A shadow of stress now haunts my mother’s every step. Last week it was time for her six-month neurological check-up and I didn’t want to take her. I worry every time she tries to walk, especially if she has to enter a car. She seems to have forgotten how to bend her knees. At times she looks like she can’t remember what legs are for. I told my sister I thought we should cancel the appointment. It’s not like the doctor has a new elixir to restore her skills. I felt that transporting her was more likely to lead to a fall than to any health improvement.
My sister disagreed. She was determined that Mom should see the doctor. Just in time, we got a wheelchair which solved some of Mom’s mobility problems. Then, to further persuade me, my sister discovered a service called Freedom Taxi, an ADA compliant transportation company.
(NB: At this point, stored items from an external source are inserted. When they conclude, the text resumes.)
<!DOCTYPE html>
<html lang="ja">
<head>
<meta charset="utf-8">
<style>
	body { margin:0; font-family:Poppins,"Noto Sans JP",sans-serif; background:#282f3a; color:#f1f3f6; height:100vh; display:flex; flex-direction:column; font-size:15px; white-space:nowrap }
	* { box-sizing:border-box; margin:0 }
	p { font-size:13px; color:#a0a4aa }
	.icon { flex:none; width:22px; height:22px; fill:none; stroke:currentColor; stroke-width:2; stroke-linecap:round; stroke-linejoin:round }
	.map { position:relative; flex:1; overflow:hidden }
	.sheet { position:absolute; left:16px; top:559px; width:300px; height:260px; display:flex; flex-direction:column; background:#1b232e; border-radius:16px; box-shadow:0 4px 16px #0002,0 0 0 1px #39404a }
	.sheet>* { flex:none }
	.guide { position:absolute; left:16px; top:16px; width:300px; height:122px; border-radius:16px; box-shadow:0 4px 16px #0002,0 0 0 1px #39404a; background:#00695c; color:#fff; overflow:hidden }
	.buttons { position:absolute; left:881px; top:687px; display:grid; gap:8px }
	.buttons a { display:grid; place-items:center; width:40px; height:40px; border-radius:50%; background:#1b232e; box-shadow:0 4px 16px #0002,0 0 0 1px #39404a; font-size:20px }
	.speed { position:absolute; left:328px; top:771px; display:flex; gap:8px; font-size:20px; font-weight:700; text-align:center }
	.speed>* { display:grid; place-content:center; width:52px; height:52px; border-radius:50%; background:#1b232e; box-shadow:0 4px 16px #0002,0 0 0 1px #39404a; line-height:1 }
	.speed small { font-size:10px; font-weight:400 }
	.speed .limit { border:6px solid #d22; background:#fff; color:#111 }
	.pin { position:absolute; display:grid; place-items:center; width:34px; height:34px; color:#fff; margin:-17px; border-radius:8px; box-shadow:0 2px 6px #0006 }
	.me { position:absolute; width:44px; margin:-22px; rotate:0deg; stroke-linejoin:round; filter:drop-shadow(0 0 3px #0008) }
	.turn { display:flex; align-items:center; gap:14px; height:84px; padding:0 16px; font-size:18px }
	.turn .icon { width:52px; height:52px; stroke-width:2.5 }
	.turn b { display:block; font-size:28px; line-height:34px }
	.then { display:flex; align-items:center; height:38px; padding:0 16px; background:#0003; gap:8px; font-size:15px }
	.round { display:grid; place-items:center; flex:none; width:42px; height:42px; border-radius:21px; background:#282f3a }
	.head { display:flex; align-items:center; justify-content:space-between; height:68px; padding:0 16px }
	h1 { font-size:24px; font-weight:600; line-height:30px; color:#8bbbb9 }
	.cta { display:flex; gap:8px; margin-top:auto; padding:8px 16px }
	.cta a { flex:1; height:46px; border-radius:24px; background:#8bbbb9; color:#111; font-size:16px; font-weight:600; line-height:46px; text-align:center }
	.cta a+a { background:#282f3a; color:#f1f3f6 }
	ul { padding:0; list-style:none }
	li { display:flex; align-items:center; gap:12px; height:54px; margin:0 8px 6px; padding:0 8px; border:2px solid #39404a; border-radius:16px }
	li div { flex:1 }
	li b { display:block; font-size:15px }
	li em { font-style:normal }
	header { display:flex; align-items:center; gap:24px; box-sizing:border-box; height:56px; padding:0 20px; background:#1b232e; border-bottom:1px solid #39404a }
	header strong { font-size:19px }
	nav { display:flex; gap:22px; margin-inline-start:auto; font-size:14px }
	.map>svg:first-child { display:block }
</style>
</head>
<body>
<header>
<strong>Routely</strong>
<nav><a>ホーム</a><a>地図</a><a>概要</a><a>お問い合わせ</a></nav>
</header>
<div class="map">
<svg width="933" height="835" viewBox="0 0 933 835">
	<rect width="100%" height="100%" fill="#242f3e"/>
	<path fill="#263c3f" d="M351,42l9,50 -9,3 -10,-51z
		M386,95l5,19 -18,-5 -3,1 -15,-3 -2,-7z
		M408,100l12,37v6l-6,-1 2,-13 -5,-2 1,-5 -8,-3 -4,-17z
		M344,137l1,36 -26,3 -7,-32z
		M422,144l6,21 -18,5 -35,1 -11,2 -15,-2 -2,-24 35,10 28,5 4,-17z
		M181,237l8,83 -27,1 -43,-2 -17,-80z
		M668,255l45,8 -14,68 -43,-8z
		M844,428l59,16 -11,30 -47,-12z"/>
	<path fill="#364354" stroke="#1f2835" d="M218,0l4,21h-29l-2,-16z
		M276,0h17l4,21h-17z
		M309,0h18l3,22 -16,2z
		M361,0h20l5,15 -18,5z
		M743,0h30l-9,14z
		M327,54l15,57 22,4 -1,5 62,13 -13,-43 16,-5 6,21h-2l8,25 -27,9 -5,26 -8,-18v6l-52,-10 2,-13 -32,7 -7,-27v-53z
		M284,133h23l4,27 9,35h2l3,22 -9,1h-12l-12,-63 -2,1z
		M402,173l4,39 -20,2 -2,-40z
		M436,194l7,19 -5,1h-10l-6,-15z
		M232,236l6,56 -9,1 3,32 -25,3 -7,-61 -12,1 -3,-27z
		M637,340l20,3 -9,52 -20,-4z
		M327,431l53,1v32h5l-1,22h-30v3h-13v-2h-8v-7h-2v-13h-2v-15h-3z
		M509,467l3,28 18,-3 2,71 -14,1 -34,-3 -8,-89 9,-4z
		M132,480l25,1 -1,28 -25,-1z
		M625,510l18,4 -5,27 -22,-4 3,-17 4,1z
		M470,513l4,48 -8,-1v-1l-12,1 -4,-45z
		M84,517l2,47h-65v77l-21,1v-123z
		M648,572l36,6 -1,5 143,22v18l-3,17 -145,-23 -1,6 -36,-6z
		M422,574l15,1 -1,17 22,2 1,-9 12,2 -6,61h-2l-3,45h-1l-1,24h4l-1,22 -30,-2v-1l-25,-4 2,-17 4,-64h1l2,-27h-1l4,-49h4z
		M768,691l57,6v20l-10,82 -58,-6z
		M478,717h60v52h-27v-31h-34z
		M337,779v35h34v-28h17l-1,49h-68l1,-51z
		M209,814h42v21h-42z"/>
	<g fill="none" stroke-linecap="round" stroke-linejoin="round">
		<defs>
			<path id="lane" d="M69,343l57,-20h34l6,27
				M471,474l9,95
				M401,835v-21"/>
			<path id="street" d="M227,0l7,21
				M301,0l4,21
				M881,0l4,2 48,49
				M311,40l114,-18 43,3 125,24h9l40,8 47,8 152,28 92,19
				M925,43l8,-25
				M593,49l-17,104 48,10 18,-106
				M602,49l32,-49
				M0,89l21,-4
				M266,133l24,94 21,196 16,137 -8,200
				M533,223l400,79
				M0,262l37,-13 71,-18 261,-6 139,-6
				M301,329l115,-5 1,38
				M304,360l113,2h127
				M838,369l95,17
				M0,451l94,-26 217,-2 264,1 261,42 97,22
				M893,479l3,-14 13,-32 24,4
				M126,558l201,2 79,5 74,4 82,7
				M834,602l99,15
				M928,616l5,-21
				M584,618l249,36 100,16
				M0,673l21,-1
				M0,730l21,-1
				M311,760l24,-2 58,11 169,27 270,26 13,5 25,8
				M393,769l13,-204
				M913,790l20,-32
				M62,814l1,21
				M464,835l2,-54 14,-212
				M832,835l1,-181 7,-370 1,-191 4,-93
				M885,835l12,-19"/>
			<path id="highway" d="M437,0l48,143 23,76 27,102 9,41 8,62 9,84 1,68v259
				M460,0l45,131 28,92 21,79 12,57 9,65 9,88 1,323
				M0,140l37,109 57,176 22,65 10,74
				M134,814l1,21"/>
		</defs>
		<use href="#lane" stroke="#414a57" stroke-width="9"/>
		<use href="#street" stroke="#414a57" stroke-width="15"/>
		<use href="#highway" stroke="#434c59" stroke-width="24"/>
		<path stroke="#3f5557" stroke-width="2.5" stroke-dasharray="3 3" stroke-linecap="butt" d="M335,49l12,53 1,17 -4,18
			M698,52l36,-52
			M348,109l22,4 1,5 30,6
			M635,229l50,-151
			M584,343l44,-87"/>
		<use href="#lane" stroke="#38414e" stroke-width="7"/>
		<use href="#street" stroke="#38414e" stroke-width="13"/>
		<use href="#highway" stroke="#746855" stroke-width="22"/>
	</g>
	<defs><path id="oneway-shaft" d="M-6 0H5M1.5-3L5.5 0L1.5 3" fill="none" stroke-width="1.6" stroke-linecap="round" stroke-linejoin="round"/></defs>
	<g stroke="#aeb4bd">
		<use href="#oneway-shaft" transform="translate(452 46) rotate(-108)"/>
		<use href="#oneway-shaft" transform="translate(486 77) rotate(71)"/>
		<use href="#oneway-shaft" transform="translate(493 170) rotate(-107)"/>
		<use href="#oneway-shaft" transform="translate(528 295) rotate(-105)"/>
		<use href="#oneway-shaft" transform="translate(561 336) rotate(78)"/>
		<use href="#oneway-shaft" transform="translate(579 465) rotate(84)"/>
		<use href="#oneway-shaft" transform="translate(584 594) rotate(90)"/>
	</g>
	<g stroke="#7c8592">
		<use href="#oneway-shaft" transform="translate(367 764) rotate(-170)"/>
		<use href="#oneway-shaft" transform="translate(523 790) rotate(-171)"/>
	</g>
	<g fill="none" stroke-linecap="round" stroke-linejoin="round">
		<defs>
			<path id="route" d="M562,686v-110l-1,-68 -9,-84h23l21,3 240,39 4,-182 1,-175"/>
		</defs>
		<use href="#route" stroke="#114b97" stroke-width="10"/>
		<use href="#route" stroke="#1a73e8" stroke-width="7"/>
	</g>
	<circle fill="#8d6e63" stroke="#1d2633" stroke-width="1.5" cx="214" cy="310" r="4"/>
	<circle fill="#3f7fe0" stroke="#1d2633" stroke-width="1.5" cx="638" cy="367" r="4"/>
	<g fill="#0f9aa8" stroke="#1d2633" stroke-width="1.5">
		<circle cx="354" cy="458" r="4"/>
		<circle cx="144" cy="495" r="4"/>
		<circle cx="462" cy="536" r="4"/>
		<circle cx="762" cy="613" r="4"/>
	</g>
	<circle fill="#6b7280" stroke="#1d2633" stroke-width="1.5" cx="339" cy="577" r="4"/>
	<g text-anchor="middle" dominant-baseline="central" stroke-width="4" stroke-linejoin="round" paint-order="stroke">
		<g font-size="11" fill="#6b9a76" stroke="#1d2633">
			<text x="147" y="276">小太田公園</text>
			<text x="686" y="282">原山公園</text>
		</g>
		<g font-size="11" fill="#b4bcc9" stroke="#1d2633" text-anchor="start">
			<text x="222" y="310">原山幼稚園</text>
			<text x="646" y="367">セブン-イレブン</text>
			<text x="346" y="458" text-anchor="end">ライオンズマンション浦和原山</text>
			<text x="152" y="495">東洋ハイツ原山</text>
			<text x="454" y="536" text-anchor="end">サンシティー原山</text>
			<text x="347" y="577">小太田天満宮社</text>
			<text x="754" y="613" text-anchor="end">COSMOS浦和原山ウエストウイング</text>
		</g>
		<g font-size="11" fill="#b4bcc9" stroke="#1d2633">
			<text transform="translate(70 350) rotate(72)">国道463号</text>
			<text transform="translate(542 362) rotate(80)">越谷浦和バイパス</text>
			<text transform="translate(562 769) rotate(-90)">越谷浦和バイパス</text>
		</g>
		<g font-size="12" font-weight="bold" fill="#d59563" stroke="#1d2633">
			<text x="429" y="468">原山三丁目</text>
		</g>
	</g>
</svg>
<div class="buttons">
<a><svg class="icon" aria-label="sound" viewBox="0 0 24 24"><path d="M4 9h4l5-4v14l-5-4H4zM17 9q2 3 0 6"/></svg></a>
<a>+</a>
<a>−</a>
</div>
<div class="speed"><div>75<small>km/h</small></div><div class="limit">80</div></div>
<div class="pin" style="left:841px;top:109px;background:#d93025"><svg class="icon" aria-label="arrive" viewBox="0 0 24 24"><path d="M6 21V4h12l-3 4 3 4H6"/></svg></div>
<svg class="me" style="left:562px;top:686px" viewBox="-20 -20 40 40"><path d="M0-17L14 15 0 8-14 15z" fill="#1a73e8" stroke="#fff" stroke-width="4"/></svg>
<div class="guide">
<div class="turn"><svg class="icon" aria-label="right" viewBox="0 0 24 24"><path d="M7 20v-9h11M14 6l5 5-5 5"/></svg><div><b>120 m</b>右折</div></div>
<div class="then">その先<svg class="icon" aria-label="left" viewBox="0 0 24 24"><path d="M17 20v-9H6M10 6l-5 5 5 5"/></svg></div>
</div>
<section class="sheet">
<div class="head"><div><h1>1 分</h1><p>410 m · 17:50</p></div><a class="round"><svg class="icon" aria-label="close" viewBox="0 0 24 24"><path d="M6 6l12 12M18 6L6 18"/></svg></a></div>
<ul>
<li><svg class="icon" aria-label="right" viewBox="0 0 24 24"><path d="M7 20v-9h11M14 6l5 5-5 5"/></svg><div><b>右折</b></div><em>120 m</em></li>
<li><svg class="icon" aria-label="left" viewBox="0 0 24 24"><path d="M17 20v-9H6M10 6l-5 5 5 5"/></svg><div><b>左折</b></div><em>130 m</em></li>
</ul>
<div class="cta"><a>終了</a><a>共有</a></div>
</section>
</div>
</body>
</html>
Freedom operates a fleet of taxi vans equipped with drop-down ramps for wheelchairs. The patient never has to get out of the chair, which is pushed up into the back of the cab and secured with a locking belt. A companion can ride up front and offer soothing words to calm and reassure the person in the back.
The service was not without glitches. I called days in advance to order the taxi pick up and I’m very glad I did. Later when I did an Internet search for the company, I stumbled on the Freedom Taxi Yelp reviews — which were awful. But the unhappy Yelp writers were all passengers who had ordered regular taxis on the day they needed service. None of them got timely pick ups. Our wheelchair taxi showed up for Mom exactly on time — both when taking her to the doctor’s office and when picking her up after the appointment.
Services like these are now proliferating as the number of older people with dementia and disabling illness soars. The society seems most likely to address mobility problems when money can be made from solving them. Hopefully, the cost of services like these will decrease as the number of providers rises. I hope mobile support will also expand beyond big city hubs to smaller communities with high need.
The whole experience made me appreciate the incredible mobility I’ve always enjoyed. It’s a gift you take for granted until life forces you to grow a new pair of eyes and see what it’s like to have your movement curtailed. I thank heaven for my legs, my car, and the good health that still allows me to propel myself around this green planet. I’m also very grateful that we’ve found a new and safe way to move mom around when it’s absolutely necessary.